Star schema success is boring documentation of grain and conformed dimensions — not ER diagram aesthetics.
Slowly Changing Dimensions (SCD) in practice
Dimensions change over time — SCD Type 2 preserves history:
-- dim_customer with SCD Type 2
CREATE TABLE dim_customer (
customer_sk BIGINT PRIMARY KEY, -- surrogate key (changes per version)
customer_id TEXT NOT NULL, -- natural key (stable)
name TEXT,
city TEXT,
valid_from DATE NOT NULL,
valid_to DATE NOT NULL DEFAULT '9999-12-31',
is_current BOOLEAN NOT NULL DEFAULT TRUE
);
-- dbt snapshot handles SCD2 automatically
{% snapshot dim_customer_snapshot %}
SELECT customer_id, name, city FROM {{ ref('stg_customers') }}
{% endsnapshot %}
Join facts to dimensions using date-range logic:
SELECT f.order_amount, d.name
FROM fct_orders f
JOIN dim_customer d
ON f.customer_id = d.customer_id
AND f.order_date BETWEEN d.valid_from AND d.valid_to
Use SCD Type 1 (overwrite) for dimensions where history doesn't matter (e.g., corrected typos).

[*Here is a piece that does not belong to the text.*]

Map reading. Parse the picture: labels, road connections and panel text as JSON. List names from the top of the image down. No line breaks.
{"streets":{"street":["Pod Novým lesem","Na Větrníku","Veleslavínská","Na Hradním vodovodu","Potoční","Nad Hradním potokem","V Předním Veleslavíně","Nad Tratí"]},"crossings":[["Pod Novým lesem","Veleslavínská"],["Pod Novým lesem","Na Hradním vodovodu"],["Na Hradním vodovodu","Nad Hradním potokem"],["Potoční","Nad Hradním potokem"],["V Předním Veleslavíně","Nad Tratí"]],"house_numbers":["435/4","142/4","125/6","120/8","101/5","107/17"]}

Use SCD Type 2 for attributes that affect analytics (customer tier, product category).
Conformed dimensions across facts
The same dim_date and dim_customer appear in multiple fact tables:
fct_orders ──→ dim_customer ←── fct_support_tickets
fct_orders ──→ dim_date ←── fct_support_tickets
Conformed dimensions enable cross-fact analysis: "support ticket volume by customer tier" joins fct_support_tickets to the same dim_customer used by fct_orders.
Define conformed dimensions once in dbt marts/core/ — never duplicate dimension logic per fact.
Aggregate fact tables
Pre-compute common rollups to avoid scanning massive fact tables:
-- Monthly order summary (aggregate fact)
CREATE TABLE fct_orders_monthly AS
SELECT
DATE_TRUNC('month', order_date) AS month,
customer_sk,
product_sk,
COUNT(*) AS order_count,
SUM(order_amount) AS total_amount
FROM fct_orders
GROUP BY 1, 2, 3;
Use aggregate facts for dashboards querying monthly totals. Keep atomic fact for drill-down to individual orders. dbt makes this easy with incremental models on the aggregate.
Failure modes
- Undocumented grain — "one row per what?" ambiguous; double-counting in joins
- Fan trap — joining two facts through shared dimension at wrong grain
- SCD Type 2 without date-range join — current dimension row used for all history
- Duplicate dimension logic — inconsistent customer definitions across facts
- Null foreign keys — inner join drops fact rows; use unknown dimension row
Production checklist
- Grain documented for every fact table (one row per X)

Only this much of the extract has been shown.